Transactions in CCF Raft are not considered to be committed until a subsequent signed transaction has been committed. More information can be found here. Transactions in the ledger before the last signed transactions are discarded during leader election.
CCF Raft does not support node restart as the unique identity of each node is tied to the node process launch. If a node fails and is replaced, it must rejoin Raft via reconfiguration.
In CCF Raft, clients receive an early response with a Transaction ID (view and sequence number) before the transaction has been replicated to Raft’s ledger. The client can later use this transaction ID to verify that the transaction has been committed by Raft.
CCF Raft uses an additional mechanism so a newly elected leader can more efficiently determine the current state of a follower’s ledger when the two ledgers have diverged. This enables the leader to bring the follower up to date more quickly. CCF Raft also batches appendEntries messages.

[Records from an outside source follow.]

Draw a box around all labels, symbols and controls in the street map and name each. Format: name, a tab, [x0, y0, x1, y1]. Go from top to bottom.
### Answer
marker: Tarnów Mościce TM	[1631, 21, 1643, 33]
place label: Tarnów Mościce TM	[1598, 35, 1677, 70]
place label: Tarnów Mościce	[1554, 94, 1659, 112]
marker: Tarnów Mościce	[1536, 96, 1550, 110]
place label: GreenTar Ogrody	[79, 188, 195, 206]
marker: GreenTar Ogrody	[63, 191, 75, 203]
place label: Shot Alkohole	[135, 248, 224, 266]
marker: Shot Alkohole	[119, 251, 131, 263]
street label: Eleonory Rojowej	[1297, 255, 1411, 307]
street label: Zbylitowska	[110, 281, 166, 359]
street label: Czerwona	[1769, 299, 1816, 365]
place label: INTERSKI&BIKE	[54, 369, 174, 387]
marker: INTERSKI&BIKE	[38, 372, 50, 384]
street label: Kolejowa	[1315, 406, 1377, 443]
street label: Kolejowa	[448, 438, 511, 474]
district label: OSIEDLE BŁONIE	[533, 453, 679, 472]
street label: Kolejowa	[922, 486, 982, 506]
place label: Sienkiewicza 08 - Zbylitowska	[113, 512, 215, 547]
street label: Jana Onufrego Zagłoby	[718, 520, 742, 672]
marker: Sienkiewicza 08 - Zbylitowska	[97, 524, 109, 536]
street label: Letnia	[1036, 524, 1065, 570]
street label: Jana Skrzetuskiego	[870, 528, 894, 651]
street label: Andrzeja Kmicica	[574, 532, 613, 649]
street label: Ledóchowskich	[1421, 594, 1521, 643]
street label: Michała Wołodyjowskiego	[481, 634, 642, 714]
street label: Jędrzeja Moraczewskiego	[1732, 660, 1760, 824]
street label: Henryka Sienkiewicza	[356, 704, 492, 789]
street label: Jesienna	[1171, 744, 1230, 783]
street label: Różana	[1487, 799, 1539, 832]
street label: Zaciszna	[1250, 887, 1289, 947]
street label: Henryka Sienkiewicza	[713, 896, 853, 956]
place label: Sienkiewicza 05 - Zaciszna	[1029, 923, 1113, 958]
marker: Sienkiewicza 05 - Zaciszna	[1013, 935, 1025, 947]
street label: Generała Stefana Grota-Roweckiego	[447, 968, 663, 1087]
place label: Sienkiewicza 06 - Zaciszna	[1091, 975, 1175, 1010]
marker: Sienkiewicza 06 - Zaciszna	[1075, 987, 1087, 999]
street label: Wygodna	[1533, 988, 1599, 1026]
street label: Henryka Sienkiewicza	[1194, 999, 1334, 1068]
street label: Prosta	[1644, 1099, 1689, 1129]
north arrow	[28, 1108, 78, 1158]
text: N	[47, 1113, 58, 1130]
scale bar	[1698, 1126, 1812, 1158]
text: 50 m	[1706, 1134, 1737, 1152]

CFT parameters can be configured when starting up a network (see here). The parameters that can be set via the CCF node JSON configuration:

consensus.message_timeout is the Raft heartbeat timeout. The Raft leader sends heartbeats to its followers at regular intervals defined by this timeout. This should be set to a significantly lower value than consensus.election_timeout.
consensus.election_timeout is the Raft election timeout. If a follower does not receive any heartbeat from the leader after this timeout, the follower triggers a new election.

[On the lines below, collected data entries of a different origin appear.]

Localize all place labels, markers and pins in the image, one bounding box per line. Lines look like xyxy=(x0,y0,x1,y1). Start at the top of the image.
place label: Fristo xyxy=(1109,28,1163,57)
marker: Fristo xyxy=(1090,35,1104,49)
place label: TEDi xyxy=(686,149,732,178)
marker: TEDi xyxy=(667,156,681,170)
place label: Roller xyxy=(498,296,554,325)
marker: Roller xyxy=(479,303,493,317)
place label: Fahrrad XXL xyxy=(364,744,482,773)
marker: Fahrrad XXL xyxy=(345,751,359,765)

Extensions for Omission Faults¶

Warning

Support for these extensions is work-in-progress. See https://github.com/microsoft/CCF/issues/2577.

The CFT consensus implementation in CCF also supports some extensions for omission fault. This may happen when the network is unreliable and may lead to one or more nodes being isolated from the rest of the network.

Supported extensions include:

“CheckQuorum”: the primary node automatically steps down, in the same view, if it does not hear back (via AppendEntriesResponse messages) from a majority of backups within a consensus.election_timeout period. This prevents an isolated primary node from still processing client write requests without being able to commit them.
“NoTimeoutRetirement”: a primary node that completes its retirement sends a ProposeRequestVote message to the most up-to-date node in the new configuration, causing that node to run for election without waiting for time out.
“PreVote”: followers must first request a pre-vote before starting a new election. This prevents followers from starting elections (and increasing the term) when they are isolated from the rest of the network.

Replica State Machine¶

Membership¶

Any node of the network is always in one of two membership states. The dotted arrows in the state diagram indicate a transition on rollback:

        graph LR;
    Active-->Retired
    Retired-.->Active

The membership state a node is currently is provided in the output of the GET /node/consensus endpoint.

Simplified Leadership¶

Main consensus states and transitions. Nodes are not in any consensus state if they are not in the Active membership state yet, but once they are, they transition between all the consensus states as the network evolves:

        graph LR;
    Follower-->Candidate;
    Candidate-->Follower;
    Candidate-->Leader;
    Candidate-->Candidate;
    Leader-->Follower;

The leadership state a node is currently is provided in the output of the GET /node/consensus endpoint.

Key-Value Store¶

Reconfiguration of the network is controlled via updates to the nodes.info built-in map, which assigns a ccf::NodeStatus to each node. Nodes with status ccf::NodeStatus::PENDING in this map do not have membership or leadership states yet. Nodes with status ccf::NodeStatus::TRUSTED are in the Active membership state and may be in any leadership state.

Reconfiguration¶

This discusses changes to the original Raft implementation that are not trivial. For more information on Raft please see the original paper.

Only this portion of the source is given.